### Exercise goal
In how many lines of the entries below does "keys" appear? Give only the number.

### Data under study
+--

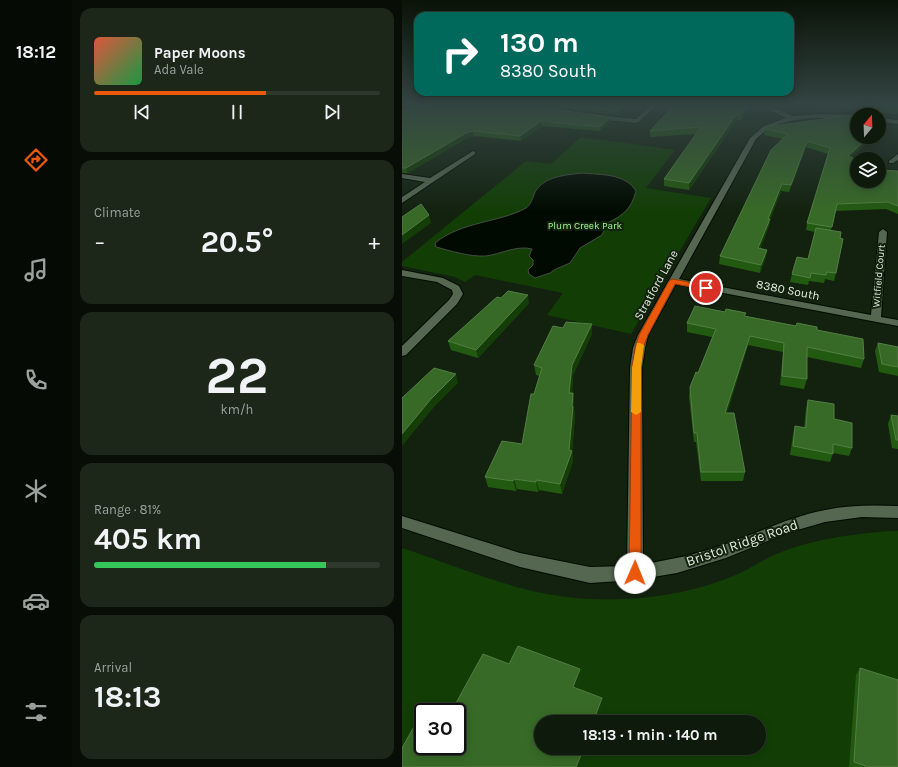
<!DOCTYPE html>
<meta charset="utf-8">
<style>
:root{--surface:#0e1a0b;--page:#1c2719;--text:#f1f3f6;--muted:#9ba19d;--line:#2e382c;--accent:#ea580c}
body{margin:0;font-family:Karla,sans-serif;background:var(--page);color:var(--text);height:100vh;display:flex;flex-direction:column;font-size:15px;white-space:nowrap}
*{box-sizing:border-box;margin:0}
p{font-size:13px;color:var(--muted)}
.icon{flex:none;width:22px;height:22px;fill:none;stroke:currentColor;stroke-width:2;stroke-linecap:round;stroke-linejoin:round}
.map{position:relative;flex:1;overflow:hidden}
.panel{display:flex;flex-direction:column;gap:8px;padding:8px;background:#080e06;width:330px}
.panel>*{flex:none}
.banner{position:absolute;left:12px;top:12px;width:380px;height:84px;border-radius:12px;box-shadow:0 2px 10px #0003,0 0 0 1px var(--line);background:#00695c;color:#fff;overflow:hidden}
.needle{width:26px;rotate:19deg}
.fabs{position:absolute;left:448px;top:108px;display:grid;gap:8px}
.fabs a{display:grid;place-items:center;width:36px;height:36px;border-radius:50%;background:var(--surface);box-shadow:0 2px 10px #0003,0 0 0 1px var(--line);font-size:20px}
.speed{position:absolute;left:12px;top:703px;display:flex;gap:8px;font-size:20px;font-weight:700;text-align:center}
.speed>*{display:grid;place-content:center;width:52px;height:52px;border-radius:50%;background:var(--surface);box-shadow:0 2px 10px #0003,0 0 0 1px var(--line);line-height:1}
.speed .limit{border:2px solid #111;border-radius:6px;background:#fff;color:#111}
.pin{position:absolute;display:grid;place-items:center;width:34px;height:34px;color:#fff;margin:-17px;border:2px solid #fff;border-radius:50%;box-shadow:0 1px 4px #0007}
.me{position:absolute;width:44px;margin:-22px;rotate:1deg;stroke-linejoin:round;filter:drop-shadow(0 0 3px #0008)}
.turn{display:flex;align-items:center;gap:14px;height:84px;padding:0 20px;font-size:18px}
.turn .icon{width:52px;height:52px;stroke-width:2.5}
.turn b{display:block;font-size:28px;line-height:34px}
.big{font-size:30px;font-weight:700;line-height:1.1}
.panel .card{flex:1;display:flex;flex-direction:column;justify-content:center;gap:6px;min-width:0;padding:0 14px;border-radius:12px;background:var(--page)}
.panel .dial{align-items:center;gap:0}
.dial b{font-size:52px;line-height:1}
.song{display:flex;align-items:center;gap:12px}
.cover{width:48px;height:48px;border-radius:6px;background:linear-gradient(135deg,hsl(10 70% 55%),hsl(140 70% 35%))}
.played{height:4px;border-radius:2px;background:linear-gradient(90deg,var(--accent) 60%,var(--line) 60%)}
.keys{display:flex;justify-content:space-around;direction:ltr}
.heat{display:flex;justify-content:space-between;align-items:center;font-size:22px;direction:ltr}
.charge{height:6px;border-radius:3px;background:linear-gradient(90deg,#34c759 81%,var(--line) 0)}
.trip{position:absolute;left:132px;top:715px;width:232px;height:40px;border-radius:20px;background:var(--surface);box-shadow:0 2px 10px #0003,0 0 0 1px var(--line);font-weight:700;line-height:40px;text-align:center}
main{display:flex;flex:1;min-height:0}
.tab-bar{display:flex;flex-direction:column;width:72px;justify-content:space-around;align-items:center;background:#060a04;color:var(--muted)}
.tab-bar .icon{width:28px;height:28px}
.tab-bar .selected{color:var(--accent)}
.tab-bar b{font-size:18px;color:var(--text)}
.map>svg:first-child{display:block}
.green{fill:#123e06;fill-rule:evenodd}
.water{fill:#000a00;stroke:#444e43}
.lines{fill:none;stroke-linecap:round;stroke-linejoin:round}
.minor-casing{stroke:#010b00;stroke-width:2}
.minor{fill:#556751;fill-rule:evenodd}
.wall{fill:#235a11}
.shaded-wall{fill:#143d07}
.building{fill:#386a27;stroke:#527e44}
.route{fill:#ea580c;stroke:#983908}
.slow{fill:#f59e0b}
.labels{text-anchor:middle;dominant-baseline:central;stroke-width:4;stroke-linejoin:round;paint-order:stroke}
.far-park-label{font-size:10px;fill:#a4f392;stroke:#13220f}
.far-street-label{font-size:10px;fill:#e2ede0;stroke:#13220f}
.street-label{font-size:12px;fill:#e2ede0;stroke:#13220f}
.near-street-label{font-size:14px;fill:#e2ede0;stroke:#13220f}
</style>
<main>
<nav class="tab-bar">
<b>18:12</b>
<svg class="icon selected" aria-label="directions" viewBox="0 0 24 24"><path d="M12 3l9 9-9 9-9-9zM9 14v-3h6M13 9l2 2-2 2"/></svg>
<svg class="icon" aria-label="music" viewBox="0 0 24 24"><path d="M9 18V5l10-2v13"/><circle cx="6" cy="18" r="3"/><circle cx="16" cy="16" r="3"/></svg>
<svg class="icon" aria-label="phone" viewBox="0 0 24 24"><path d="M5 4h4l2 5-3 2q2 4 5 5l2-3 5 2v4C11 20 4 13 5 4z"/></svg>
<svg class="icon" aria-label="climate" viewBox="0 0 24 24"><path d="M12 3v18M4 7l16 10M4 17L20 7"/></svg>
<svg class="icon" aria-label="car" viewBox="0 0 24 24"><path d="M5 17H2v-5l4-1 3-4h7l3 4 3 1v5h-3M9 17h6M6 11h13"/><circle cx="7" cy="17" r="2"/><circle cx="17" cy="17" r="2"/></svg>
<svg class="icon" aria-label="filters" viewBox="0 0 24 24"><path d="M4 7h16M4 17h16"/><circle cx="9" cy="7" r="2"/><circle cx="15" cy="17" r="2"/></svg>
</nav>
<section class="panel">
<div class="card">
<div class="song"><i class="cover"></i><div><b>Paper Moons</b><p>Ada Vale</p></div></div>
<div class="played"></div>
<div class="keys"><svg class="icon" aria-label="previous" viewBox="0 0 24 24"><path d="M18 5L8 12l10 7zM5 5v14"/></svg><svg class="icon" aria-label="pause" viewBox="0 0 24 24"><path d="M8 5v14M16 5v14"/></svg><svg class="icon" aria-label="next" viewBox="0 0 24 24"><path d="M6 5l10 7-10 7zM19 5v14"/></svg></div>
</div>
<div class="card"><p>Climate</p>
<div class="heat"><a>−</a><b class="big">20.5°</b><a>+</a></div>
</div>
<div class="card dial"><b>22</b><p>km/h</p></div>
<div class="card"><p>Range · 81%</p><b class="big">405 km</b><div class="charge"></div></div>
<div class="card"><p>Arrival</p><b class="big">18:13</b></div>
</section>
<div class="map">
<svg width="496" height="767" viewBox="0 0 496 767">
<rect width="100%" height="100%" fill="#13220f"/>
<g class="green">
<polygon points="179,137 273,150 244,188 309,198 229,334 145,315 161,293 73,275 63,282 53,277 0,266 0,262 124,161 149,164"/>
<path d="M490,531H496V767H0V548C42,562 83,579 126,590C183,604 245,602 300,587C313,583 328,578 340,572C351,567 361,560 372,555C409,539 451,534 490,531ZM21,712H55V746H21ZM139,722H357V748H139Z"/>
</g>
<path class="water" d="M180,173C199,175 223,173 234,191C229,209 222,215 205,223L200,235L178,248L168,263L154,269L148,273L133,278L127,274L126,270L131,265V260L127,256L130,249C115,245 99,254 84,256C68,257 49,251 34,247L33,243C60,221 97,223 124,208C129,205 131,197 133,192C142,176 164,175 180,173Z"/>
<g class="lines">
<defs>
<g id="minor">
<polygon points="250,104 257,104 235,123 194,119 191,117 194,115 234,119"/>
<path d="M370,109H374L391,116L421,114L455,115V119C421,118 380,113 354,139L277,279L469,315L477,232L481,229L485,232L479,317L496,320V326L274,284L246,335L243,348L240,368L241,564C269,560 295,554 321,545C356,533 387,517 423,510C447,505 471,505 496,506V518L460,517L423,522L385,533L324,558L275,573L233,580L188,583L118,567L0,528V516L118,553L188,567L225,566L228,368L231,348L236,335L348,138L362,126L384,118L370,111Z"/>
<polygon points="477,118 496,120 496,124 477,122"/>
<polygon points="71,151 73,152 73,154 0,203 0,197 23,182 0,178 0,174 28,178"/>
<polygon points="496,154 496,160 491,163 487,163 487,161"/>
<polygon points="0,270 41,278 57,286 61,294 55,304 4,355 0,356 0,346 47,300 51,294 50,290 35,282 0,276"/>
</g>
</defs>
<use href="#minor" class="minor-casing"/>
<use href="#minor" class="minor"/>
</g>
<g class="wall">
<polygon points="0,104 111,104 209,117 209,121 198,131 140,126 119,141 72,136 65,138 6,173 0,173 0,111 6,108 0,107"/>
<polygon points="122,104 228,104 215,115"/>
<polygon points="273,104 349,104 339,120 336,120 331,125 287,190 262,186 262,179 294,134 248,137 248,131"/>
<polygon points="403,104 496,104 496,114 477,112 455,115 471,138 449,157 455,181 496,171 496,214 484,209 433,211 429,230 438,238 434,273 432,281 423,279 422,283 407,281 406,285 388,282 390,274 406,259 413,232 404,230 405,223 426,154 404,147 387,192 379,191 368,220 367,226 358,249 364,257 358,273 317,264 318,256 381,139 362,135 363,129 472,111"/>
<polygon points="127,303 76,358 49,350 46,341"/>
<polygon points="323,312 344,313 343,316 415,330 462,359 459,368 405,357 405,379 402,389 378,385 381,352 346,345 325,413 343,472 341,481 299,481 294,442 292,442 287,397 288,387 296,373 310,337 285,332 285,323"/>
<polygon points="161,328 190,334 171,375 170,393 171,393 172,403 172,409 173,416 170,451 171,461 160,494 137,490 136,492 115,489 114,491 86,487 83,477 120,444 132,394 137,376 134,375 132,365"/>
<polygon points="476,343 496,347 496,376 477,372 473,351"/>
<polygon points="406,400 432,419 450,448 447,456 431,453 428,462 388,455 391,435 393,426 402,428 404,408"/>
<polygon points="489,415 496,416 496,449 490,448 486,424"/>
<polygon points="458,668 496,767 447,767 454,675"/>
</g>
<g class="shaded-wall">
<polygon points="5,104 18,104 6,108"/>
<polygon points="223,104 228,104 215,115 215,111"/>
<polygon points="346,104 349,104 339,120 339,114"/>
<polygon points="336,114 336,120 331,125 287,190 287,183 331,119"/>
<polygon points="209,117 209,121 198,131 198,127"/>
<polygon points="139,121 140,126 119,141 118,136"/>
<polygon points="71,131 72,136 65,138 6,173 4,168 64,133"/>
<polygon points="467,137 471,137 471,138 444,162 446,156"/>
<polygon points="405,141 404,147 387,192 389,185"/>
<polygon points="380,184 379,191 368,220 367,226 355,256 356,248 366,219"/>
<polygon points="27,215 29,223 0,244 0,235"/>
<polygon points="365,250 364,257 358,273 359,265"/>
<polygon points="126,295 127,303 76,358 74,350"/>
<polygon points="190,324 190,334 171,375 169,403 167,393 170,365"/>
<polygon points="348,336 346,345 322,423 323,413"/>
<polygon points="54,374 56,383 32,407 0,446 0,434 29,399"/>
<polygon points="171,393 172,403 172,409 173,416 170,452 170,451 171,461 160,494 158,484 167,450"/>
<polygon points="112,479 115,489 114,491 111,481"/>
<polygon points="134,480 137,490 136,492 134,482"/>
<polygon points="178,669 181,681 173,699 171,687"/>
<polygon points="200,698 202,710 197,722 191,722"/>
<polygon points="182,748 188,748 181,767 174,767"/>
</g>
<g class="building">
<polygon points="13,104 111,104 209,117 198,127 139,121 118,136 71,131 64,133 4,168 0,168 0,111"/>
<polygon points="160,104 223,104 215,111"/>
<polygon points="273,104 346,104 339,114 336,114 331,119 287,183 262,179 299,127 248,131"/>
<polygon points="461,104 496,104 496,108"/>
<polygon points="478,111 477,116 477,115 455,115 455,137 467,137 446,156 455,160 455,181 477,181 477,170 496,171 496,206 486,202 435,204 430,227 405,223 428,148 405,141 389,185 380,184 366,219 368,219 356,248 365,250 359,265 318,256 369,150 386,134 363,129 365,127"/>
<polygon points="19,204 27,215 0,235 0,217"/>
<polygon points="414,228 439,232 438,238 441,239 434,273 425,272 424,275 409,273 408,278 390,274 395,257 406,259"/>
<polygon points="106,291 126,295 74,350 46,341 95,297 99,298"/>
<polygon points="293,306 323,312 324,309 344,313 342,316 394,326 395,323 415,327 415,330 461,339 462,359 405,347 405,379 380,376 382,343 348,336 323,413 332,413 343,472 299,472 295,433 292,433 288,387 294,372 296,373 314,329 285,323"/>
<polygon points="164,322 190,324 170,365 167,393 171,393 170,406 171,407 167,450 170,451 158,484 134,480 134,482 112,479 111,481 83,477 100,441 120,444 129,394 132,394 140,368 132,365 151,326 161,328"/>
<polygon points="476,343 496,347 496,367 480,364"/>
<polygon points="32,368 54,374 29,399 0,434 0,398"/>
<polygon points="406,400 432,404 432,419 450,423 450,448 431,444 431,454 391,446 393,426 404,428"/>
<polygon points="489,415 496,416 496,440 494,440"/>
<polygon points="116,646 178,669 171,687 200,698 191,722 139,722 139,748 182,748 174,767 0,767 0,748 23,707 36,712 21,712 21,746 55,746 55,712 49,712 81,654 107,664"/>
<polygon points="458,668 496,680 496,767 467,767 452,762"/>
</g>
<linearGradient id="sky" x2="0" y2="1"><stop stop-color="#0a1308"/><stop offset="0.49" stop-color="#334442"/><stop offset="1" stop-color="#334442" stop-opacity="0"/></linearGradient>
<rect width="496" height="212" fill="url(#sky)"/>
<polygon class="route" points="270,279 304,285 307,288 304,290 273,284 246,335 241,348 239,368 239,573 237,577 233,579 229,577 227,573 230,368 233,348 237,335 267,281"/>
<polygon class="slow" points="235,343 238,343 242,345 239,368 239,412 234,415 229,412 230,368"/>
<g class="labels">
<g class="far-park-label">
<text x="183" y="226">Plum Creek Park</text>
</g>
<g class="far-street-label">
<text transform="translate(477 276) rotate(-85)">Witfield Court</text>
</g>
<g class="street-label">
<text transform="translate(254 285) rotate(-61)">Stratford Lane</text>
<text transform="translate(386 290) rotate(11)">8380 South</text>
</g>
<g class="near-street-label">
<text transform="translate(340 543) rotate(-19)">Bristol Ridge Road</text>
</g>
</g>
</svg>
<div class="fabs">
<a><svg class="needle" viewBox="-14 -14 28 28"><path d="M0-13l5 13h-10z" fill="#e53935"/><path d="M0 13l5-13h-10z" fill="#9ba19d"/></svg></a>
<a><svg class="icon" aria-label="layers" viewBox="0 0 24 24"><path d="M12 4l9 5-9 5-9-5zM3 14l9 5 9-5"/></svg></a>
</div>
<div class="speed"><div class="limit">30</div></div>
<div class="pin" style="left:304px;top:288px;background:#d93025"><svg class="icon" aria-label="arrive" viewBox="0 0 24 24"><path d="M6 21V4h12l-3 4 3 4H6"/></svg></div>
<svg class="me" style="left:233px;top:573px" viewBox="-20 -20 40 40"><circle r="19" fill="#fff"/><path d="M0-13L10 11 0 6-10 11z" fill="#ea580c"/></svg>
<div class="trip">18:13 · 1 min · 140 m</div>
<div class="banner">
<div class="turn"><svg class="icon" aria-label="right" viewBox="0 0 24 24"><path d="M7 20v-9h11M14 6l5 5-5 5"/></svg><div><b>130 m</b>8380 South</div></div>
</div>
</div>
</main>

+--

### Result
2